**Entries taken from a collection**:
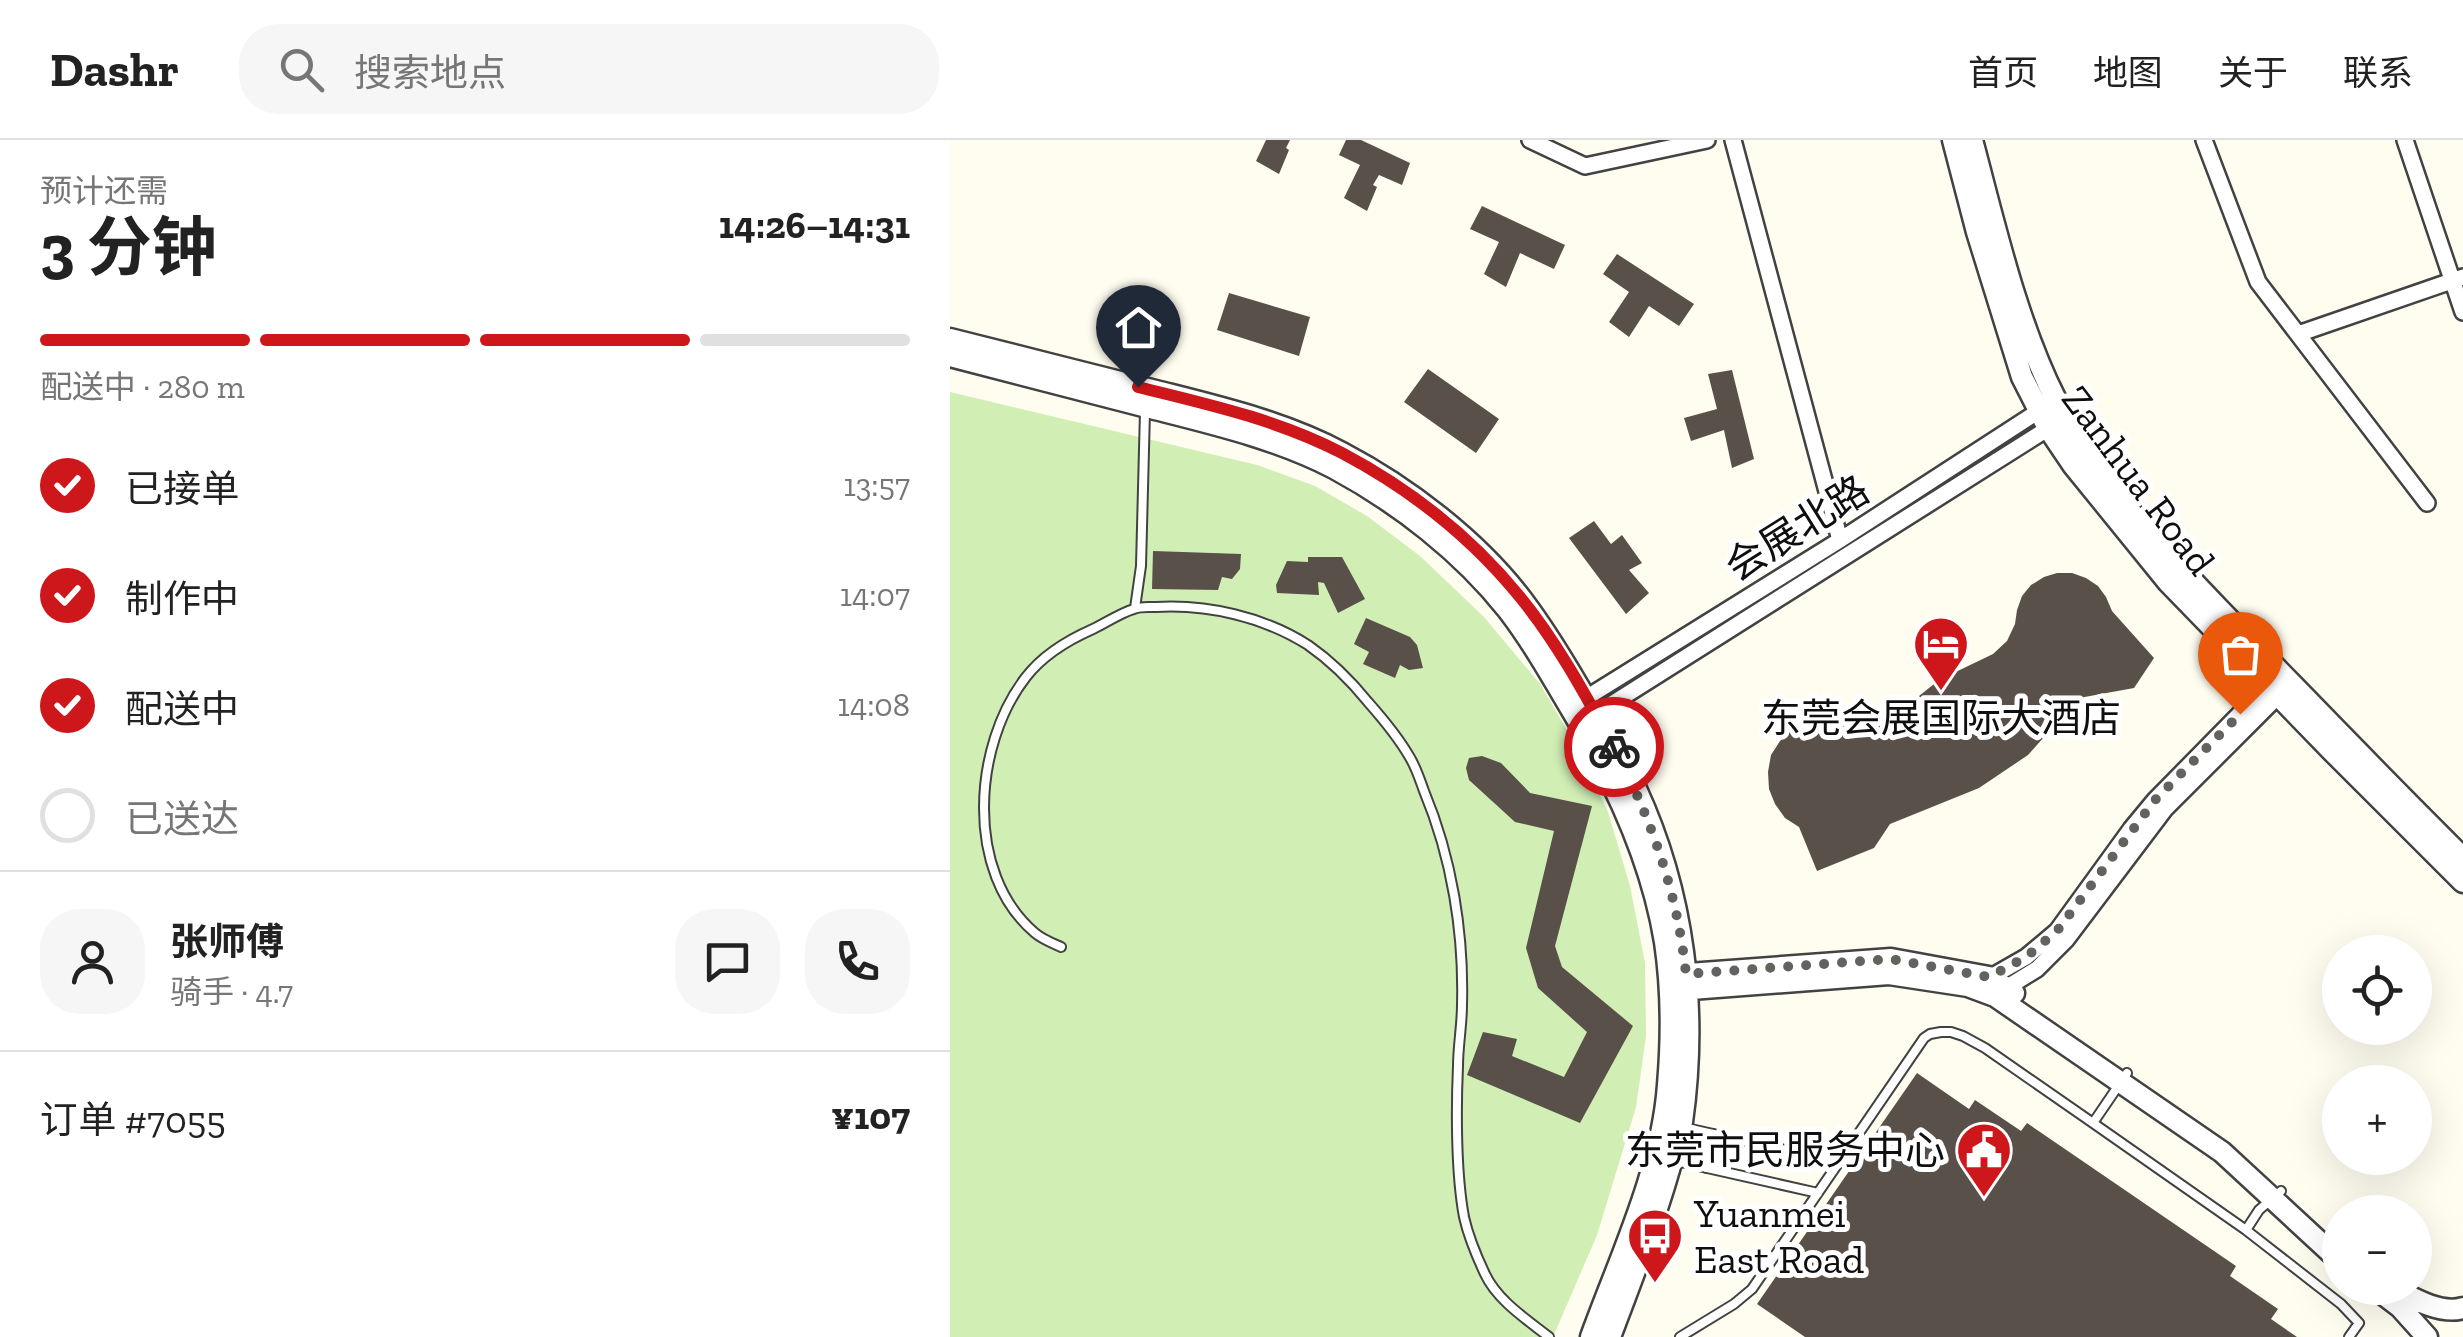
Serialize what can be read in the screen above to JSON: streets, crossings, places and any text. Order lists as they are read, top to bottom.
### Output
{
  "streets": {
    "street": ["Zanhua Road", "会展北路"]
  },
  "crossings": [
    ["Zanhua Road", "会展北路"]
  ],
  "places": {
    "hotel": ["东莞会展国际大酒店"],
    "public building": ["东莞市民服务中心"],
    "bus stop": ["Yuanmei East Road"]
  },
  "page": {
    "header": "Dashr",
    "search": "搜索地点",
    "nav": [
      "首页",
      "地图",
      "关于",
      "联系"
    ],
    "heading": ["3 分钟", "预计还需", "14:26–14:31"],
    "panel": [
      "张师傅",
      "骑手 · 4.7",
      "订单 #7055",
      "¥107"
    ],
    "bar": "配送中 · 280 m",
    "list": [
      ["已接单", "13:57"],
      ["制作中", "14:07"],
      ["配送中", "14:08"],
      "已送达"
    ],
    "map_buttons": ["+", "−"]
  }
}
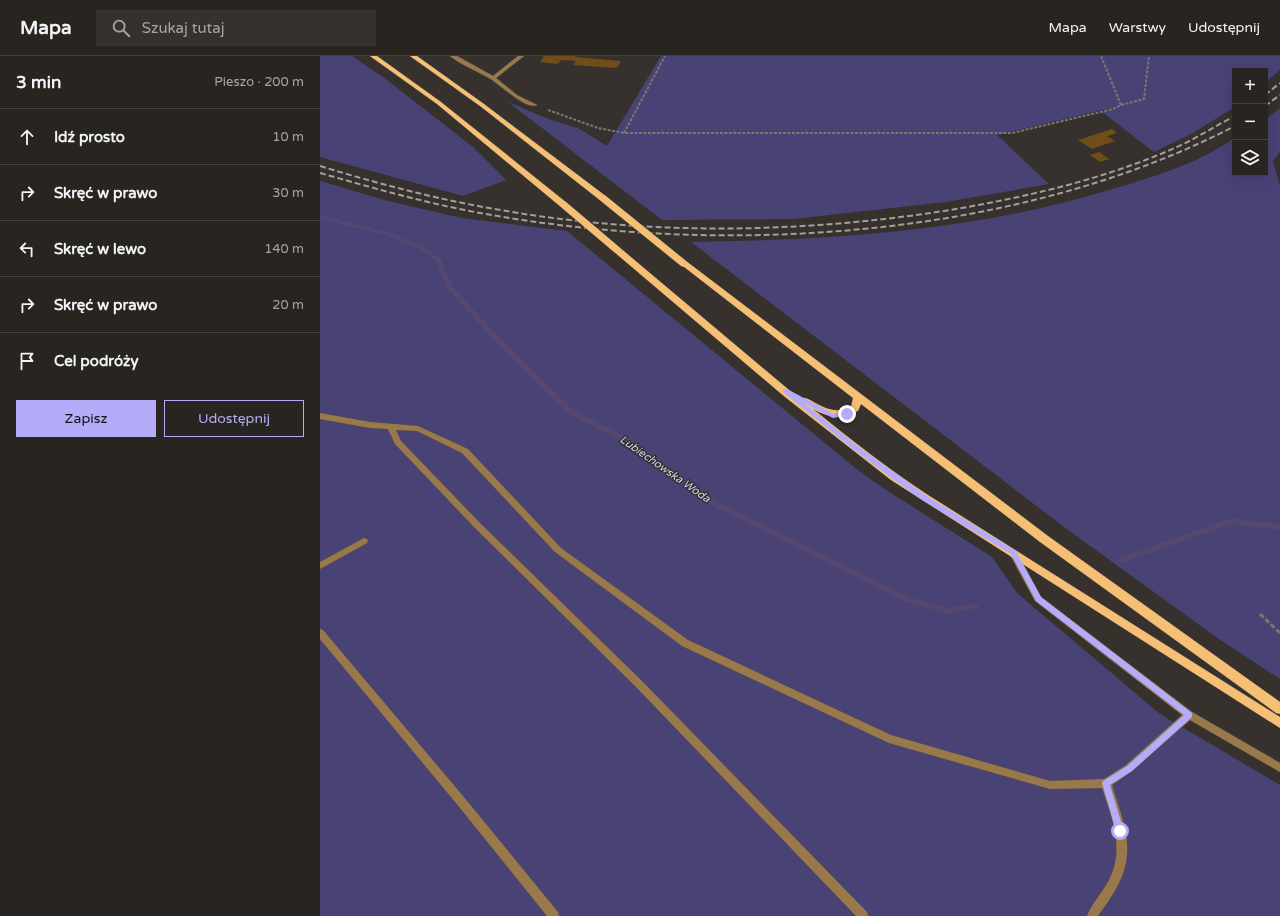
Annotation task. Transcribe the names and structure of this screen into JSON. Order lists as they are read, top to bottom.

**TASK PROMPT**: Lines holding "they" in the data above: copy each of them.

**ANSWER SPACE**:
Serialize what can be read in the screen above to JSON: streets, crossings, places and any text. Order lists as they are read, top to bottom.
Annotation task. Transcribe the names and structure of this screen into JSON. Order lists as they are read, top to bottom.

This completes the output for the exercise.